Now unlike other programming languages (like C), there is nothing "below" a String class, there is no "Character" class. A String instance isn't made of references to other Ruby objects.
When you are calling "sentence[0]", that basically means you want the first letter of the sentence as a Ruby Object that you can manipulate. So it does create a new Object in the memory.
So actually first_letter = sentence[0] creates a new String instance, which is just the string containg "t"
However, when you call sentence[0] = "t", you are calling a specific method on the String instance, which basically says : replace this letter by this one. When doing this, you are modifying the instance itself !

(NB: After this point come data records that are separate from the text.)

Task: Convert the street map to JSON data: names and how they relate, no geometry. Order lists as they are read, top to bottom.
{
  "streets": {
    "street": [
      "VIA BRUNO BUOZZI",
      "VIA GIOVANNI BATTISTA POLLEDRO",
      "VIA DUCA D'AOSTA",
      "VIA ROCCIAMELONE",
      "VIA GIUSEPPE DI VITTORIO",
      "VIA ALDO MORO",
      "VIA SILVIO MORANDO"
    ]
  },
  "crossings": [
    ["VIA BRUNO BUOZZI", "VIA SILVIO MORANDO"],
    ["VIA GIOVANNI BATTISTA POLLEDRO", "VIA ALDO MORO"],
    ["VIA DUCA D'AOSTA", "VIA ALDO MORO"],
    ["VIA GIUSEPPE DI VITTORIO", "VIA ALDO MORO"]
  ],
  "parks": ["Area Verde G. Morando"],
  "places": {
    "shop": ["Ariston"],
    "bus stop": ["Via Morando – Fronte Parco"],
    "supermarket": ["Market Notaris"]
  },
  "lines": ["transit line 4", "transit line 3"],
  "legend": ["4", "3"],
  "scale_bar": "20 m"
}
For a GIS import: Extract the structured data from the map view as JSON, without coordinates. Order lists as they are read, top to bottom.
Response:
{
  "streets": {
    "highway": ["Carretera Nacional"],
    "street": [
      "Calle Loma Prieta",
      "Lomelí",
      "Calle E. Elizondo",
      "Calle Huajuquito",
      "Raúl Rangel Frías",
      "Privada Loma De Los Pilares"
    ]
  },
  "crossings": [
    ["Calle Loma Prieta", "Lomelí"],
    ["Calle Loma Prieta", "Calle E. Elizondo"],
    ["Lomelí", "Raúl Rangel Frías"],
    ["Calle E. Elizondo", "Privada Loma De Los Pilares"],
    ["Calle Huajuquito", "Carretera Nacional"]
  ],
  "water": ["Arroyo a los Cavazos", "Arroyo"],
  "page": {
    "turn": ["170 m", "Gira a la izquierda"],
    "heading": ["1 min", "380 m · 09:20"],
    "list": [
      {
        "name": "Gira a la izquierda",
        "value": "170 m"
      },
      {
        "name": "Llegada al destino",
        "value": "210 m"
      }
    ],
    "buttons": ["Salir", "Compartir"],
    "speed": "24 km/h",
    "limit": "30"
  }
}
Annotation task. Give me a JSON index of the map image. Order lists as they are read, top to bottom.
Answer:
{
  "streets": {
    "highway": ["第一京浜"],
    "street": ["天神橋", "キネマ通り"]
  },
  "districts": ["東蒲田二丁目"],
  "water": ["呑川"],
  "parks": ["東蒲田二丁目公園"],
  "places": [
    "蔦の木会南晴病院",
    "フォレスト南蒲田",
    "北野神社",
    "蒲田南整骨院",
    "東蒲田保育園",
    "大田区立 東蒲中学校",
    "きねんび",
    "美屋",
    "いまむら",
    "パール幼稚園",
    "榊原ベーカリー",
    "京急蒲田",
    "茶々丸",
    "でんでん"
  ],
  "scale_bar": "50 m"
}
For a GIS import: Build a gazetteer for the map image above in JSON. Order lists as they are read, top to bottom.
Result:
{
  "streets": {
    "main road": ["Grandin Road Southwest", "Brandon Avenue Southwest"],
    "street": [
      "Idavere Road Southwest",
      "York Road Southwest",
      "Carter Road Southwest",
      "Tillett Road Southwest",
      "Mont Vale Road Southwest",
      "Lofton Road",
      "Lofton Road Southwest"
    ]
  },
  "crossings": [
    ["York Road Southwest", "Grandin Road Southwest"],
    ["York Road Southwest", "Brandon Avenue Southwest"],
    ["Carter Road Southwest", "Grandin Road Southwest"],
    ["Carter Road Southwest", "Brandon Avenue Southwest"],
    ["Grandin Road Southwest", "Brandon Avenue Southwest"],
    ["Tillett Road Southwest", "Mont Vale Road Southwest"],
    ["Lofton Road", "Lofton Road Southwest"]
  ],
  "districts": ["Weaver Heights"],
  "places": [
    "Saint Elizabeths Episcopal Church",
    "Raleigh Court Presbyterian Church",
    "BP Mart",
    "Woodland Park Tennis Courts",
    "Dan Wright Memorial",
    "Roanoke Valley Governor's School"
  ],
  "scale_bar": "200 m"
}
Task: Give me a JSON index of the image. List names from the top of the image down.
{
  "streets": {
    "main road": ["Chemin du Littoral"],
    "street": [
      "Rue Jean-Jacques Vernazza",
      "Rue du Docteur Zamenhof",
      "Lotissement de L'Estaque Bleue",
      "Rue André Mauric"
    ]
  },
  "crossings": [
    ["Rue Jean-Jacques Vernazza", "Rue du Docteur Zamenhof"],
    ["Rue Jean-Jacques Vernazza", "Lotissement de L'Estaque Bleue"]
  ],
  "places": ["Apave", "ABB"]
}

EDIT : maybe the following will make it clear. Ruby uses "object identifiers" to identify the instances of each Object
a = "Hello World"
b = "Hello again"
c = "Hello World" # Same string representation as a
a.object_id # 26817860
b.object_id # 25401040
c.object_id # 25247200 # Note it's not the same number as a!
array = [a, b, c]
array[0].object_id # 26817860, so it's the instance of a !!
first_letter = a[0] # Ruby shows "H"
first_letter.object_id # 23178100, a different object in memory
Now
a = "A new string"
a.object_id # 24367200, it's again new object in memory
array # ["Hello World", "Hello again", "Hello World"]
array[0].object_id # 26817860, our array[0] still points to the original object_id
But
first_item = array[0] # "Hello World"
first_item.object_id # 26817860 alright, no magic trick, this is still the object_id of "a"
first_item[0] = "X"
first_item.object_id # 26817860 UNCHANGED ! We have really changed our instance and not created a new one !
array # ["Xello World", "Hello again", "Hello World"]
It is because word = string[0] creates a new string instance. If a single character taken out of a string is the same string instance as the original string, then that would mean that the content of the original string has been replaced by that single character. That would be too inconvenient. Ruby's String#[] does not do that. It creates a new string instance. And furthermore, word = word.upcase is just a variable assignment. It uses the old word and creates a new variable word. It does not do anything to the old word (which is not the same as string in the first place).
Related
I need to remove a reversed word from a Ruby array and I'm having issues with getting the correct output
I've tried a different way of looping, I've used exec.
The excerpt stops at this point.